Background jobs are asynchronous jobs sent to an asynchronous service of the local application or of a remote application. We therefore also refer to local queuing or remote queuing.They are particularly suitable for long-running or non-time-critical processes, the result of which has no direct influence on the current dialog.
They consist of the transaction code (TAC) of the program unit with which the background job begins, and possibly an asynchronous message. The transaction code determines whether the job is processed asynchronously or as a dialog job.

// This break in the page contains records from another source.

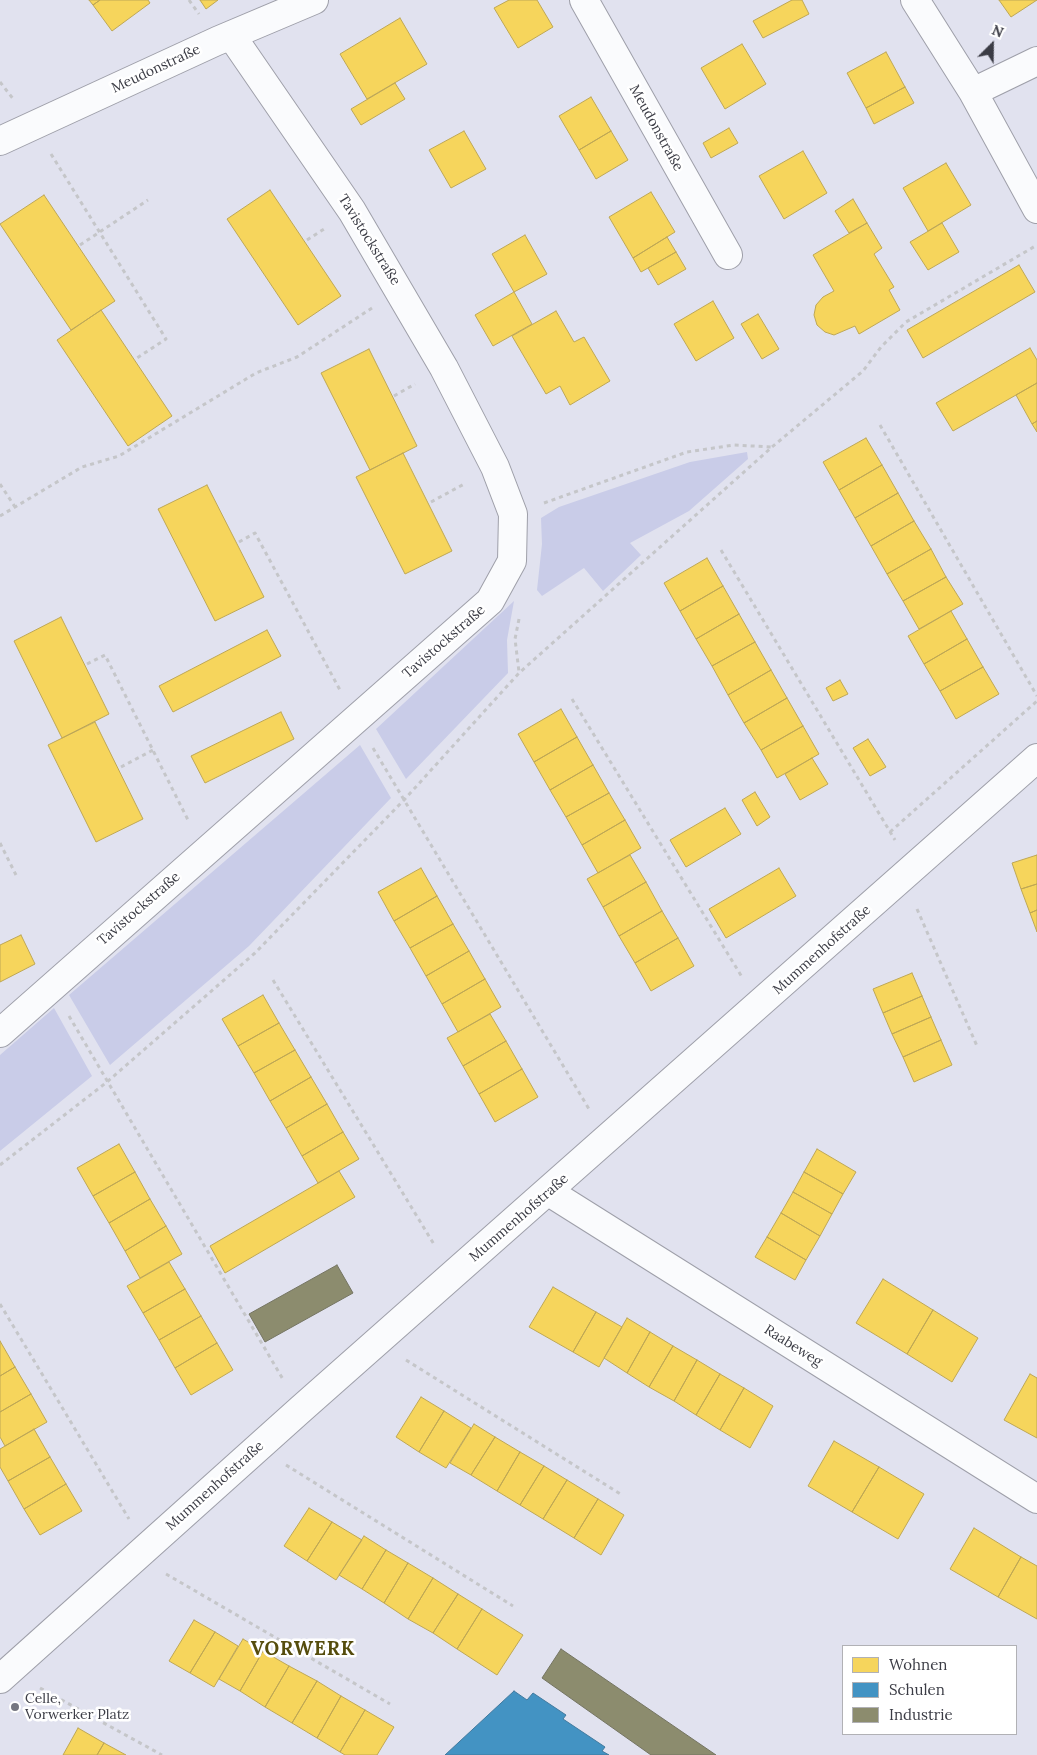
<!DOCTYPE html>
<html>
<head>
<meta charset="utf-8">
<style>
  body { margin:0 }
  #map { position:relative; width:1037px; height:1755px; overflow:hidden; background:#e1e2ef; font-family:Lora,serif }
  canvas { display:block }
  .legend { position:absolute; left:842px; top:1645px; width:175px; height:90px; box-sizing:border-box; background:#fff; border:1px solid #b1b1b5; margin:0; padding:6px 9px; list-style:none; font-size:15px; color:#3b3c45 }
  .legend li { display:flex; align-items:center; gap:10px; height:25px }
  .legend b { width:25px; border:1px solid #b1b1b5 }
  .north { position:absolute; left:967px; top:20px; width:50px; height:50px; -webkit-text-stroke:4px #fff; paint-order:stroke; rotate:23deg; font-size:14px; font-weight:700; line-height:20px; text-align:center; color:#3b3c45 }
  .north::after { content:''; display:block; margin:auto; width:18px; height:22px; background:#3b3c45; clip-path:polygon(50% 0,100% 100%,50% 72%,0 100%) }
</style>
</head>
<body>
<div id="map">
<canvas width="1037" height="1755"></canvas>
<ul class="legend">
<li><b style="height:14px;background:#f6d55c"></b>Wohnen</li>
<li><b style="height:14px;background:#4393c3"></b>Schulen</li>
<li><b style="height:14px;background:#8c8c6e"></b>Industrie</li>
</ul>
<div class="north">N</div>
</div>
<script>
const ctx = document.querySelector('canvas').getContext('2d');
ctx.lineJoin = 'round';
function paint(path, color) { ctx.fillStyle = color; ctx.fill(path, 'evenodd'); }
const shape = rows => new Path2D(rows.map(r => 'M' + r).join(''));
function strokePath(path, color, width, dash) { ctx.strokeStyle = color; ctx.lineWidth = width; ctx.lineCap = dash ? 'butt' : 'round'; ctx.setLineDash(dash || []); ctx.stroke(path); }
function write(font, color, halo, rows, align = 'center') {
  ctx.font = font + ' Lora,serif'; ctx.lineWidth = 5; ctx.setLineDash([]); ctx.textBaseline = 'middle'; ctx.strokeStyle = halo; ctx.fillStyle = color; for (const [text, x, y, turn = 0] of rows) {
    ctx.save(); ctx.translate(x, y); ctx.rotate((+turn || 0) * Math.PI / 180); ctx.textAlign = isNaN(turn) ? turn : align; if (halo) ctx.strokeText(text, 0, 0); ctx.fillText(text, 0, 0); ctx.restore();
  }
}
paint(shape([
  [747,452,748,459,689,511,630,543,641,555,603,591,584,568,542,596,537,590,542,544,541,518,559,507,690,462],
  [514,601,507,640,508,673,406,779,376,729],
  [360,745,391,798,249,946,110,1065,69,995],
  [54,1008,92,1076,0,1151,0,1055]
]), '#c9cce8');
const homes = shape([
  [89,0,100,0,93,5,89,0],
  [100,0,148,0,150,3,112,31,93,5,100,0],
  [200,0,218,0,206,9,200,0],
  [509,0,537,0,553,27,518,48,494,8,509,0],
  [792,0,802,0,809,14,763,38,753,21,792,0],
  [999,0,1037,0,1011,17,999,0],
  [400,18,427,64,367,99,340,54,400,18],
  [742,44,766,84,725,109,701,68,742,44],
  [886,52,905,87,866,108,847,73,886,52],
  [395,83,405,99,361,125,351,109,395,83],
  [905,87,914,103,874,124,866,108,905,87],
  [591,97,611,131,579,150,559,116,591,97],
  [729,128,738,143,711,158,703,143,729,128],
  [464,131,486,169,451,188,429,150,464,131],
  [611,131,628,160,596,179,579,150,611,131],
  [803,151,827,193,784,219,759,176,803,151],
  [946,163,971,205,928,231,903,188,946,163],
  [270,190,341,296,298,325,227,219,270,190],
  [651,192,675,232,633,258,609,217,651,192],
  [44,195,115,301,71,330,0,224,44,195],
  [853,199,867,223,849,233,835,211,853,199],
  [867,223,882,248,874,254,894,287,889,290,900,310,859,334,855,326,834,335,825,332,817,325,814,315,816,305,823,297,834,291,813,255,867,223],
  [942,223,959,252,928,270,910,242,942,223],
  [525,235,547,274,514,292,492,254,525,235],
  [667,237,676,252,641,272,633,258,667,237],
  [676,252,686,269,658,285,648,268,676,252],
  [1019,265,1035,292,923,358,907,330,1019,265],
  [514,292,532,324,493,346,475,315,514,292],
  [713,301,734,338,696,361,674,324,713,301],
  [101,310,172,416,128,446,57,340,101,310],
  [556,311,574,342,584,337,610,381,570,405,560,386,546,394,512,336,556,311],
  [758,314,779,349,762,359,741,324,758,314],
  [1030,348,1037,360,1037,383,953,431,936,403,1030,348],
  [369,349,417,446,370,470,321,373,369,349],
  [1037,383,1037,421,1032,424,1016,395,1037,383],
  [1037,421,1037,432,1032,424,1037,421],
  [866,438,882,465,839,490,823,462,866,438],
  [403,453,452,551,405,574,356,477,403,453],
  [882,465,898,493,855,518,839,490,882,465],
  [207,485,264,597,215,621,158,509,207,485],
  [898,493,914,521,871,546,855,518,898,493],
  [914,521,931,549,887,574,871,546,914,521],
  [931,549,946,577,903,601,887,574,931,549],
  [707,558,723,586,680,611,664,583,707,558],
  [946,577,963,604,919,629,903,601,946,577],
  [723,586,739,614,696,639,680,611,723,586],
  [951,611,967,639,924,664,908,636,951,611],
  [739,614,755,642,712,666,696,639,739,614],
  [61,617,109,714,62,738,14,641,61,617],
  [267,630,281,656,173,712,159,686,267,630],
  [967,639,983,667,940,691,924,664,967,639],
  [755,642,771,670,728,695,712,666,755,642],
  [983,667,999,694,956,719,940,691,983,667],
  [771,670,787,698,744,723,728,695,771,670],
  [840,680,848,694,833,701,826,688,840,680],
  [787,698,803,726,761,750,744,723,787,698],
  [561,709,577,737,534,762,518,734,561,709],
  [281,712,294,739,205,783,191,756,281,712],
  [95,722,143,819,96,842,48,745,95,722],
  [803,726,819,754,777,778,761,750,803,726],
  [577,737,593,765,550,790,534,762,577,737],
  [868,739,886,767,870,776,853,748,868,739],
  [812,758,828,784,800,800,785,774,812,758],
  [593,765,609,793,566,817,550,790,593,765],
  [755,792,770,817,757,826,742,800,755,792],
  [609,793,625,820,582,845,566,817,609,793],
  [725,808,741,834,686,867,670,840,725,808],
  [625,820,641,848,598,873,582,845,625,820],
  [630,855,646,882,603,907,587,879,630,855],
  [1037,855,1037,884,1021,889,1012,863,1037,855],
  [421,868,437,896,394,921,378,892,421,868],
  [779,868,796,896,726,938,709,909,779,868],
  [646,882,662,911,619,936,603,907,646,882],
  [1037,884,1037,910,1030,913,1021,889,1037,884],
  [437,896,453,924,410,948,394,921,437,896],
  [1037,910,1037,932,1030,913,1037,910],
  [662,911,678,938,635,963,619,936,662,911],
  [453,924,469,951,426,976,410,948,453,924],
  [21,935,35,964,0,982,0,945,21,935],
  [678,938,694,966,651,991,635,963,678,938],
  [469,951,485,979,442,1004,426,976,469,951],
  [912,973,922,996,883,1013,873,989,912,973],
  [485,979,501,1007,458,1032,442,1004,485,979],
  [263,995,279,1023,238,1046,222,1019,263,995],
  [922,996,931,1017,892,1034,883,1013,922,996],
  [490,1014,506,1041,463,1066,447,1038,490,1014],
  [931,1017,941,1040,903,1057,892,1034,931,1017],
  [279,1023,295,1050,254,1073,238,1046,279,1023],
  [941,1040,952,1065,914,1082,903,1057,941,1040],
  [506,1041,522,1069,479,1094,463,1066,506,1041],
  [295,1050,311,1077,270,1101,254,1073,295,1050],
  [522,1069,538,1097,495,1122,479,1094,522,1069],
  [311,1077,327,1104,286,1128,270,1101,311,1077],
  [327,1104,343,1132,302,1156,286,1128,327,1104],
  [343,1132,359,1159,318,1183,302,1156,343,1132],
  [119,1144,135,1172,93,1196,77,1168,119,1144],
  [817,1149,856,1172,843,1194,804,1172,817,1149],
  [339,1171,355,1197,225,1273,210,1246,339,1171],
  [135,1172,150,1199,109,1223,93,1196,135,1172],
  [804,1172,843,1194,832,1214,793,1192,804,1172],
  [793,1192,832,1214,820,1236,781,1213,793,1192],
  [150,1199,166,1226,125,1251,109,1223,150,1199],
  [781,1213,820,1236,806,1260,767,1237,781,1213],
  [166,1226,182,1254,140,1278,125,1251,166,1226],
  [767,1237,806,1260,795,1280,755,1257,767,1237],
  [169,1262,185,1289,143,1313,127,1286,169,1262],
  [883,1279,933,1310,907,1354,856,1323,883,1279],
  [553,1287,596,1312,573,1352,529,1327,553,1287],
  [185,1289,201,1316,159,1340,143,1313,185,1289],
  [933,1310,978,1338,952,1382,907,1354,933,1310],
  [596,1312,622,1327,599,1367,573,1352,596,1312],
  [201,1316,217,1343,175,1368,159,1340,201,1316],
  [627,1318,650,1332,627,1373,604,1358,627,1318],
  [650,1332,673,1346,649,1387,627,1373,650,1332],
  [0,1341,15,1367,0,1376,0,1341],
  [217,1343,233,1370,191,1395,175,1368,217,1343],
  [673,1346,697,1360,674,1401,649,1387,673,1346],
  [697,1360,720,1374,696,1415,674,1401,697,1360],
  [15,1367,31,1394,0,1412,0,1376,15,1367],
  [720,1374,744,1388,720,1430,696,1415,720,1374],
  [1030,1374,1037,1378,1037,1438,1004,1420,1030,1374],
  [744,1388,773,1406,750,1448,720,1430,744,1388],
  [31,1394,47,1422,5,1446,0,1437,0,1412,31,1394],
  [421,1397,444,1411,419,1452,396,1437,421,1397],
  [444,1411,471,1428,446,1468,419,1452,444,1411],
  [474,1424,495,1437,471,1475,450,1463,474,1424],
  [34,1429,50,1457,8,1481,0,1467,0,1449,34,1429],
  [495,1437,520,1452,497,1491,471,1475,495,1437],
  [834,1441,879,1467,852,1512,808,1486,834,1441],
  [520,1452,544,1466,520,1505,497,1491,520,1452],
  [50,1457,66,1484,24,1509,8,1481,50,1457],
  [544,1466,567,1480,543,1519,520,1505,544,1466],
  [879,1467,924,1494,898,1539,852,1512,879,1467],
  [567,1480,598,1499,574,1538,543,1519,567,1480],
  [66,1484,82,1511,40,1535,24,1509,66,1484],
  [598,1499,624,1515,601,1555,574,1538,598,1499],
  [309,1508,332,1522,307,1561,284,1546,309,1508],
  [332,1522,362,1540,336,1580,307,1561,332,1522],
  [974,1528,1021,1557,998,1597,950,1569,974,1528],
  [364,1536,386,1550,362,1589,339,1575,364,1536],
  [386,1550,408,1563,384,1603,362,1589,386,1550],
  [1021,1557,1037,1566,1037,1619,998,1597,1021,1557],
  [408,1563,433,1578,408,1619,384,1603,408,1563],
  [433,1578,458,1594,433,1633,408,1619,433,1578],
  [458,1594,482,1609,457,1649,433,1633,458,1594],
  [482,1609,523,1635,497,1675,457,1649,482,1609],
  [194,1620,215,1632,190,1673,169,1661,194,1620],
  [215,1632,238,1646,214,1687,190,1673,215,1632],
  [243,1639,263,1651,240,1691,219,1679,243,1639],
  [263,1651,289,1666,265,1707,240,1691,263,1651],
  [289,1666,317,1681,292,1723,265,1707,289,1666],
  [317,1681,341,1696,317,1738,292,1723,317,1681],
  [341,1696,365,1710,340,1752,317,1738,341,1696],
  [365,1710,394,1727,377,1755,345,1755,340,1752,365,1710],
  [78,1728,104,1743,97,1755,63,1755,78,1728],
  [104,1743,126,1755,97,1755,104,1743]
]);
paint(homes, '#f6d55c');
strokePath(homes, '#bea755', 1);
const schools = shape([
  [514,1691,527,1700,533,1693,566,1715,563,1719,605,1747,602,1751,609,1755,445,1755,514,1691]
]);
paint(schools, '#4393c3');
strokePath(schools, '#41799d', 1);
const industry = shape([
  [337,1265,353,1293,265,1342,249,1314,337,1265],
  [561,1649,716,1755,651,1755,542,1678,561,1649]
]);
paint(industry, '#8c8c6e');
strokePath(industry, '#747462', 1);
const minor = shape([
  [584,0,728,255],
  [915,0,973,92,1037,209],
  [973,92,1037,61],
  [0,141,217,41,314,0],
  [0,1033,490,601,512,561,513,514,495,467,444,368,352,211,231,35],
  [549,1192,1037,1499],
  [0,1679,301,1409,1037,758]
]);
strokePath(minor, '#9e9fa9', 30);
strokePath(shape([
  [189,0,199,14],
  [0,82,14,100],
  [51,154,166,339,137,358],
  [307,240,324,229],
  [80,245,148,200],
  [394,396,415,384],
  [880,425,1037,696],
  [0,484,15,507],
  [431,502,466,483],
  [544,503,687,452,734,445,771,447],
  [0,516,82,467,119,456,256,373,297,357,372,308],
  [239,542,255,533,340,690],
  [721,550,895,840],
  [519,619,515,639,519,672],
  [87,664,105,655,189,822],
  [572,699,742,977],
  [373,748,589,1109],
  [121,767,153,750],
  [890,832,1037,701],
  [0,843,16,875],
  [917,909,977,1046],
  [273,980,435,1246],
  [69,1016,284,1381],
  [0,1165,107,1082,255,953,404,800,519,673,772,447,863,371,881,347,906,322,1037,245],
  [0,1304,129,1519],
  [406,1360,622,1495],
  [286,1465,513,1606],
  [166,1574,390,1704],
  [40,1688,162,1755]
]), '#c5c6c9', 3, [4, 4]);
strokePath(minor, '#fafbfd', 28);
for (const [x, y, r, color] of [
  [15,1707,5,"#757680"]
]) { const dot = new Path2D(); dot.arc(x, y, r, 0, 2 * Math.PI); ctx.fillStyle = color; ctx.fill(dot); strokePath(dot, '#fff', 2); }
write('14px', '#3b3c45', '#fff', [
  ["Meudonstraße",156,69,-25],
  ["Meudonstraße",656,128,61],
  ["Tavistockstraße",369,240,58],
  ["Tavistockstraße",444,642,-41],
  ["Tavistockstraße",139,909,-41],
  ["Mummenhofstraße",822,950,-42],
  ["Mummenhofstraße",519,1218,-41],
  ["Raabeweg",793,1346,32],
  ["Mummenhofstraße",215,1486,-42]
]);
write('14px', '#3b3c45', '#fff', [
  ["Celle,",25,1699],
  ["Vorwerker Platz",25,1715]
], 'left');
ctx.letterSpacing = '1px';
write('bold 19px', '#554c0c', '#fff', [
  ["VORWERK",303,1650]
]);
ctx.letterSpacing = '0px';
</script>
</body>
</html>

Background jobs can be initiated by means of:
input at a terminal
a call from an UTM-Client program with the OpenCPIC carrier system
a message from another application that communicates with the UTM application by means of the LU6.1 or OSI TP protocol
input from another application connected via the transport system interface
an MQ call from a service of the local application or a remote UTM application
UTM messages (i.e. event-driven)
Background jobs are redelivery-capable, i.e. they can be restarted after abnormal termination of an asynchronous service and the asynchronous messages can then be redelivered.
Alternatively, or after the last redelivery attempt, openUTM can put the incorrectly processed message of an asynchronous service in a separate queue, the dead letter queue. Messages to an asynchronous service of a remote application via the LU6.1 or OSI-TP protocol can also be put in the dead letter queue if these messages cannot be delivered due to a permanent error in the remote application.